Saved data entries
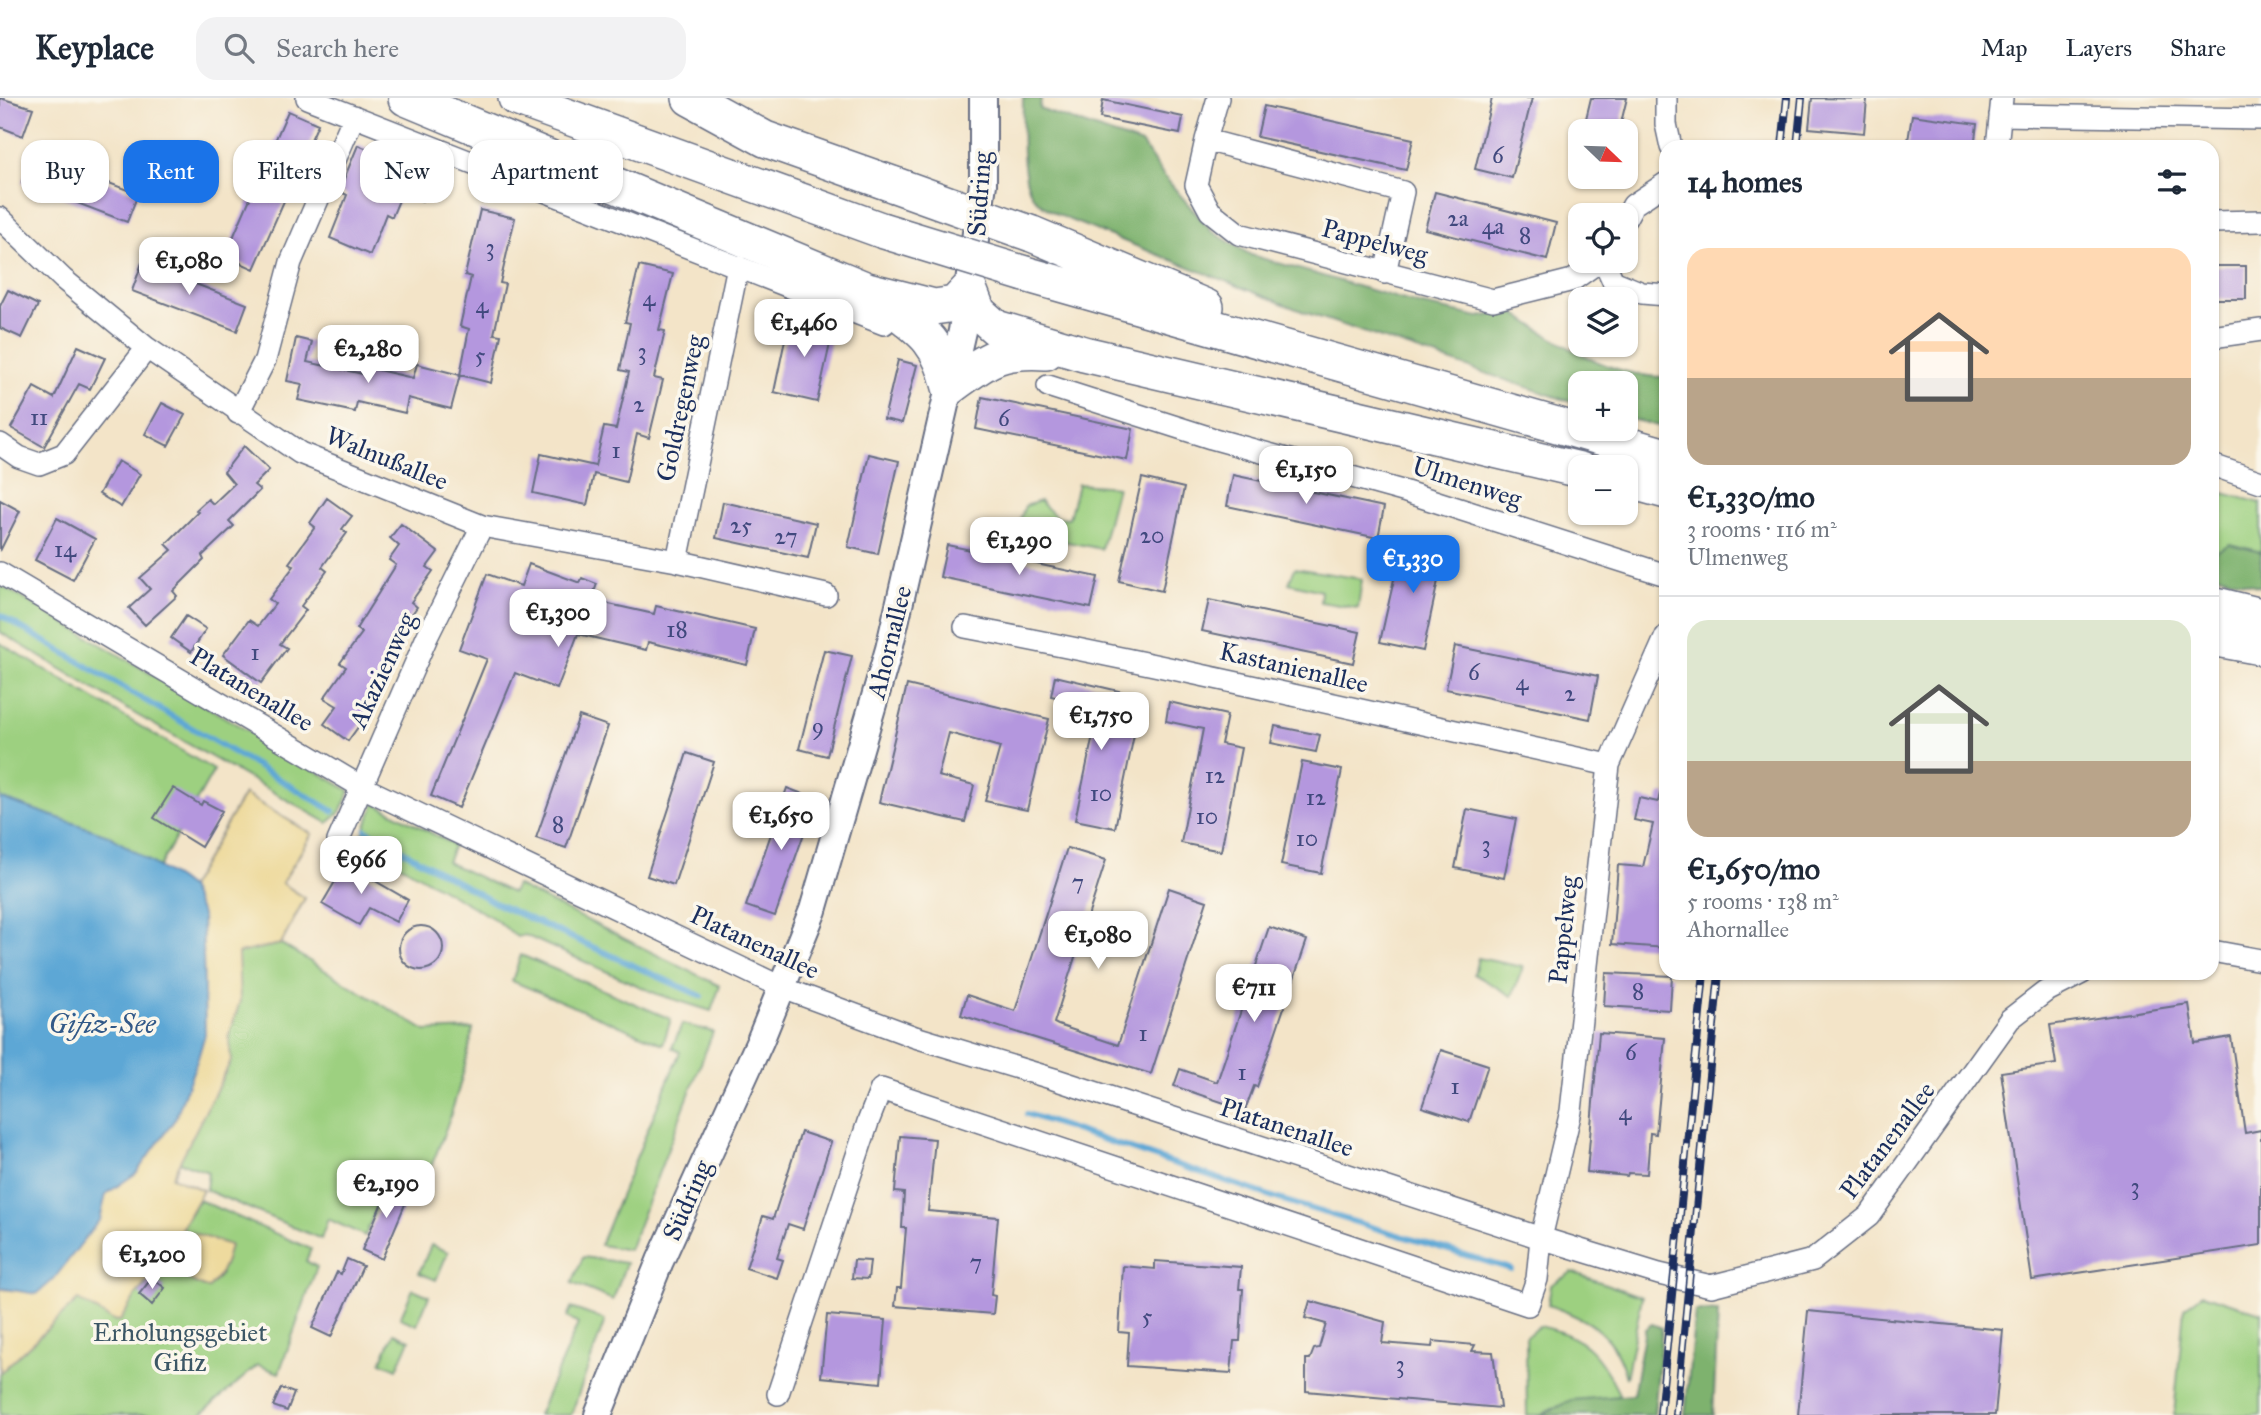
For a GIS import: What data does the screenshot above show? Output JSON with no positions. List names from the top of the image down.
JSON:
{
  "streets": {
    "street": [
      "Südring",
      "Pappelweg",
      "Goldregenweg",
      "Walnußallee",
      "Ulmenweg",
      "Ahornallee",
      "Kastanienallee",
      "Akazienweg",
      "Platanenallee"
    ]
  },
  "crossings": [
    ["Südring", "Ahornallee"],
    ["Südring", "Platanenallee"],
    ["Pappelweg", "Kastanienallee"],
    ["Pappelweg", "Platanenallee"],
    ["Goldregenweg", "Walnußallee"],
    ["Walnußallee", "Akazienweg"],
    ["Ahornallee", "Platanenallee"],
    ["Akazienweg", "Platanenallee"]
  ],
  "water": ["Gifiz-See"],
  "parks": ["Erholungsgebiet Gifiz"],
  "house_numbers": [
    "6",
    "2a",
    "4a",
    "8",
    "3",
    "4",
    "4",
    "3",
    "5",
    "2",
    "11",
    "6",
    "1",
    "25",
    "20",
    "27",
    "14",
    "18",
    "1",
    "6",
    "4",
    "2",
    "9",
    "12",
    "10",
    "12",
    "10",
    "8",
    "10",
    "3",
    "7",
    "8",
    "1",
    "6",
    "1",
    "1",
    "4",
    "3",
    "7",
    "5",
    "3"
  ],
  "north": "bottom right",
  "page": {
    "header": "Keyplace",
    "search": "Search here",
    "nav": ["Map", "Layers", "Share"],
    "map_buttons": ["+", "−"],
    "chip": [
      "Buy",
      "Rent",
      "Filters",
      "New",
      "Apartment"
    ],
    "heading": "14 homes",
    "list": [
      {
        "name": "€1,330/mo",
        "note": "3 rooms · 116 m² · Ulmenweg"
      },
      {
        "name": "€1,650/mo",
        "note": "5 rooms · 138 m² · Ahornallee"
      }
    ],
    "price": [
      "€1,080",
      "€1,460",
      "€2,280",
      "€1,150",
      "€1,290",
      "€1,330",
      "€1,300",
      "€1,750",
      "€1,650",
      "€966",
      "€1,080",
      "€711",
      "€2,190",
      "€1,200"
    ]
  }
}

◆ **YOUR GOAL**:
Copy out the entries exactly. No pictures.

◆ **WORKED SOLUTION**:
For a GIS import: What data does the screenshot above show? Output JSON with no positions. List names from the top of the image down.
JSON:
{
  "streets": {
    "street": [
      "Südring",
      "Pappelweg",
      "Goldregenweg",
      "Walnußallee",
      "Ulmenweg",
      "Ahornallee",
      "Kastanienallee",
      "Akazienweg",
      "Platanenallee"
    ]
  },
  "crossings": [
    ["Südring", "Ahornallee"],
    ["Südring", "Platanenallee"],
    ["Pappelweg", "Kastanienallee"],
    ["Pappelweg", "Platanenallee"],
    ["Goldregenweg", "Walnußallee"],
    ["Walnußallee", "Akazienweg"],
    ["Ahornallee", "Platanenallee"],
    ["Akazienweg", "Platanenallee"]
  ],
  "water": ["Gifiz-See"],
  "parks": ["Erholungsgebiet Gifiz"],
  "house_numbers": [
    "6",
    "2a",
    "4a",
    "8",
    "3",
    "4",
    "4",
    "3",
    "5",
    "2",
    "11",
    "6",
    "1",
    "25",
    "20",
    "27",
    "14",
    "18",
    "1",
    "6",
    "4",
    "2",
    "9",
    "12",
    "10",
    "12",
    "10",
    "8",
    "10",
    "3",
    "7",
    "8",
    "1",
    "6",
    "1",
    "1",
    "4",
    "3",
    "7",
    "5",
    "3"
  ],
  "north": "bottom right",
  "page": {
    "header": "Keyplace",
    "search": "Search here",
    "nav": ["Map", "Layers", "Share"],
    "map_buttons": ["+", "−"],
    "chip": [
      "Buy",
      "Rent",
      "Filters",
      "New",
      "Apartment"
    ],
    "heading": "14 homes",
    "list": [
      {
        "name": "€1,330/mo",
        "note": "3 rooms · 116 m² · Ulmenweg"
      },
      {
        "name": "€1,650/mo",
        "note": "5 rooms · 138 m² · Ahornallee"
      }
    ],
    "price": [
      "€1,080",
      "€1,460",
      "€2,280",
      "€1,150",
      "€1,290",
      "€1,330",
      "€1,300",
      "€1,750",
      "€1,650",
      "€966",
      "€1,080",
      "€711",
      "€2,190",
      "€1,200"
    ]
  }
}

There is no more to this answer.